Stuart Smyth advocates for ag and corrects misinformation on social media
By Diego Flammini
A University of Saskatchewan professor recently won an award which recognizes members of the ag community who engage with consumers and help build public trust in agriculture.
Stuart Smyth, an assistant professor in the university’s department of ag and resource economics, won Farm & Food Care Saskatchewan’s Champion Award on Nov. 23.
“It came as a complete surprise, I had no idea I was even nominated,” Smyth told Farms.com.
Smyth’s research focuses on sustainability, agriculture, innovation and food.
He engages with the public on these issues through different channels.
He writes a weekly blog at SAIFood.ca and uses Twitter (@stuartsmyth66) to connect with his 7,441 followers and others.

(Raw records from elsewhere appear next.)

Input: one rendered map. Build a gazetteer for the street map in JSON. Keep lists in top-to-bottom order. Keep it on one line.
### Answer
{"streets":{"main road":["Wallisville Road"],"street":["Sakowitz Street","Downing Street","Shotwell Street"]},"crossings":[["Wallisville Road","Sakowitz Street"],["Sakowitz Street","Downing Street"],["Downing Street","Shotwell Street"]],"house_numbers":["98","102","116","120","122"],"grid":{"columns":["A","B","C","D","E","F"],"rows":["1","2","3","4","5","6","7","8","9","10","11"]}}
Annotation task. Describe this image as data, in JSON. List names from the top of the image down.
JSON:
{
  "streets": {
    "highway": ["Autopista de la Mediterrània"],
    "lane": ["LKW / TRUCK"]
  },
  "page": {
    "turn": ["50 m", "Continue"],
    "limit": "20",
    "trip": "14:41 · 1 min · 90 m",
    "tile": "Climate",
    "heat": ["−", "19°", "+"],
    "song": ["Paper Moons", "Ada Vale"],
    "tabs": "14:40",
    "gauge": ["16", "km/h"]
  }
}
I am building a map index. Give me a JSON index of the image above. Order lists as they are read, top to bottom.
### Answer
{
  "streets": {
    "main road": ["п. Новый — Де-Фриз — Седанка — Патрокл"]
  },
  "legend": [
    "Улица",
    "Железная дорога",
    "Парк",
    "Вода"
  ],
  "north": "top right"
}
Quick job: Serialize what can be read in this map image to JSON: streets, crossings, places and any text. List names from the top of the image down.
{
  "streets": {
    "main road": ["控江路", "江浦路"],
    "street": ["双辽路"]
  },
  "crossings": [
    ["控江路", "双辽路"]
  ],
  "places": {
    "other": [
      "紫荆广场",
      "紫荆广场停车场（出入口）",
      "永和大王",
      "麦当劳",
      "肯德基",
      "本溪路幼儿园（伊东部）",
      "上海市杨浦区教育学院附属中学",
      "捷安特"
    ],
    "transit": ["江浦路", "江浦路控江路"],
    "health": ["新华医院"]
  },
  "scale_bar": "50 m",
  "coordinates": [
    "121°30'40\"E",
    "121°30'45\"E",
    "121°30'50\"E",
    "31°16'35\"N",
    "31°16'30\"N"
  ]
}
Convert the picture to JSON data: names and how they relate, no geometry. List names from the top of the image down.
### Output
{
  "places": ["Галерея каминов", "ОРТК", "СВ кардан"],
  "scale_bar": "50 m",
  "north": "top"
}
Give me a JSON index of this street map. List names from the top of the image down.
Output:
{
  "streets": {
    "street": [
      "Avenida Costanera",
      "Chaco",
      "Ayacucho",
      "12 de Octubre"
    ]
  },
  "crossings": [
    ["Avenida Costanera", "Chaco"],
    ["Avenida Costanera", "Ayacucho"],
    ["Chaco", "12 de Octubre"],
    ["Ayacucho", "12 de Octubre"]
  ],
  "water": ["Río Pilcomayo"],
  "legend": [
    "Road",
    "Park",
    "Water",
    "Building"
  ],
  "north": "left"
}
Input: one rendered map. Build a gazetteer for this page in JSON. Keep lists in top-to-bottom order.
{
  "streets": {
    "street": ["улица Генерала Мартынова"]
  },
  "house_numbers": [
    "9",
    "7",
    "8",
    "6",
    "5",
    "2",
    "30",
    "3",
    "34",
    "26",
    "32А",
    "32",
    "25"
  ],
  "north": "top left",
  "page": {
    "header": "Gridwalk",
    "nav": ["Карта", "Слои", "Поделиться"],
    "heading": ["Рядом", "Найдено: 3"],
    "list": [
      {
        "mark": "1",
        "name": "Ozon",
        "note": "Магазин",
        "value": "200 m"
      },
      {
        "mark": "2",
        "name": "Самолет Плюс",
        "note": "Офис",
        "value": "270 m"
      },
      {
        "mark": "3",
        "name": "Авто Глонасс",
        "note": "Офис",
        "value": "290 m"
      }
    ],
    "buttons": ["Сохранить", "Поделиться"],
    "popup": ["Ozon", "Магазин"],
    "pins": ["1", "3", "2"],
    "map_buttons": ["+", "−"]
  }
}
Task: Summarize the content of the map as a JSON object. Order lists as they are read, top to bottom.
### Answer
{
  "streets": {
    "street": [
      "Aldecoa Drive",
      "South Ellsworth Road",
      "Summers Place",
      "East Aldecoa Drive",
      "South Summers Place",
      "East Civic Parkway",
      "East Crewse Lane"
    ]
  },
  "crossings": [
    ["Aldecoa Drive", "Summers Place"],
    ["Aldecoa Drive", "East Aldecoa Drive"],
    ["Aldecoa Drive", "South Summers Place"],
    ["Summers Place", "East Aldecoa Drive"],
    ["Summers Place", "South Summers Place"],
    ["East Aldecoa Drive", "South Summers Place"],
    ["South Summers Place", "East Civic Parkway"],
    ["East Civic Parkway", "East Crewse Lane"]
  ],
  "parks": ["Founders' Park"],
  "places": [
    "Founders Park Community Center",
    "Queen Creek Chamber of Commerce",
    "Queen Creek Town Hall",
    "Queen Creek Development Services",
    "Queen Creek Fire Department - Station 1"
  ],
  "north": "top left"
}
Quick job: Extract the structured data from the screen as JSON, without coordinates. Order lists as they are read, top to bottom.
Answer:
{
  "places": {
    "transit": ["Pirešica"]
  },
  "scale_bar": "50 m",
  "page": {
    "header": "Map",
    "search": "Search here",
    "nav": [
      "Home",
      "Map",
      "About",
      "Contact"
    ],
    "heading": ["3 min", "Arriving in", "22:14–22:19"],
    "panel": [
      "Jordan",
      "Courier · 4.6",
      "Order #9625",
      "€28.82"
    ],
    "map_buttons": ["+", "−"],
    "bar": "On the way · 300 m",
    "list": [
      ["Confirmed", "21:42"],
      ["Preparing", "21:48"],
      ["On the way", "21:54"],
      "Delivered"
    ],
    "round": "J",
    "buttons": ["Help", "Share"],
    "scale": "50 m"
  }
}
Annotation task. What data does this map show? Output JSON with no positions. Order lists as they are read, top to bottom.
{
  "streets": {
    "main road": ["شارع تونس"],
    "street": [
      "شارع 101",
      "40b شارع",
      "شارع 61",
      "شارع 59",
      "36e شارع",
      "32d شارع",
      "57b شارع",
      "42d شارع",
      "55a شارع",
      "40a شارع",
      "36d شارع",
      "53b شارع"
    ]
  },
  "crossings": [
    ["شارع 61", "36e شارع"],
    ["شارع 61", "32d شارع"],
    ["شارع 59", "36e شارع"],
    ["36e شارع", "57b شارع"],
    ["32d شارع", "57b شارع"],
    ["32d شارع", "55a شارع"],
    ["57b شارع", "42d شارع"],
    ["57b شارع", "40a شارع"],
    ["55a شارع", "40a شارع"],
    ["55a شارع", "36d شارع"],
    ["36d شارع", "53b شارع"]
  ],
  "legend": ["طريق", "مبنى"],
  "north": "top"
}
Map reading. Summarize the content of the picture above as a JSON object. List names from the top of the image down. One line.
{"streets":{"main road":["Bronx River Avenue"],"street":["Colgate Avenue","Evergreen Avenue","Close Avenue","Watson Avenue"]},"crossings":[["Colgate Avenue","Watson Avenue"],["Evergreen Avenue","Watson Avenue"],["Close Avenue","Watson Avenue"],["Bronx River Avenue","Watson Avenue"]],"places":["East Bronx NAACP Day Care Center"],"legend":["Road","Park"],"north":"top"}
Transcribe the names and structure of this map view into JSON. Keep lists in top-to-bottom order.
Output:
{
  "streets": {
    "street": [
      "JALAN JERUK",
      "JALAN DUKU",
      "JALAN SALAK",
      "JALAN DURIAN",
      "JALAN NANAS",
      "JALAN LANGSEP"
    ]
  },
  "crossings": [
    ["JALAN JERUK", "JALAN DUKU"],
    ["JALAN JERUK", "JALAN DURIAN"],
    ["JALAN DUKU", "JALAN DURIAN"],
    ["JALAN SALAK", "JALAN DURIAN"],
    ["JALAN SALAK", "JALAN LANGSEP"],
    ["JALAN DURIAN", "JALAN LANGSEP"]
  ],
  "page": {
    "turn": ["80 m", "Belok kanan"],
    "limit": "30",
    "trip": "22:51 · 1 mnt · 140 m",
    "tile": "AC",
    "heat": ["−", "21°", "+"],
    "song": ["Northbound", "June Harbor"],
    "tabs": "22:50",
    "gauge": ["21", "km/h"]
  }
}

Some of that social media engagement includes correcting misinformation about the ag sector.
The dialogue can turn hostile, as Smyth has been sworn at and received death threats while sticking up for the ag sector.
He continues to advocate for the industry because it’s important the public receives the proper, science-based information about where their food comes from.
“People are interested in knowing how food and crops are produced and there’s lots of misinformation out there,” he said. “I think it’s important that people who identify as having high levels of public trust try provide factual information that accurately informs consumers of what’s going on.”
And Smyth isn’t deterred by negative comments he receives.
Instead, he views them as a sign he’s doing the right thing.
“When I push back on the misinformation with facts and truth and the comments turn negative, that lets me know I’ve exposed what they’re trying to do,” he said.
Smyth shared the spotlight on Nov. 23 with a young member of Saskatchewan’s ag sector.
Mady Adamson, a grade four student from Kindersley, Sask. received an honourable mention for her work to teach people about farming.
She has made more than 50 “Learning About Ag With Mady” videos to help show what happens on a family farm.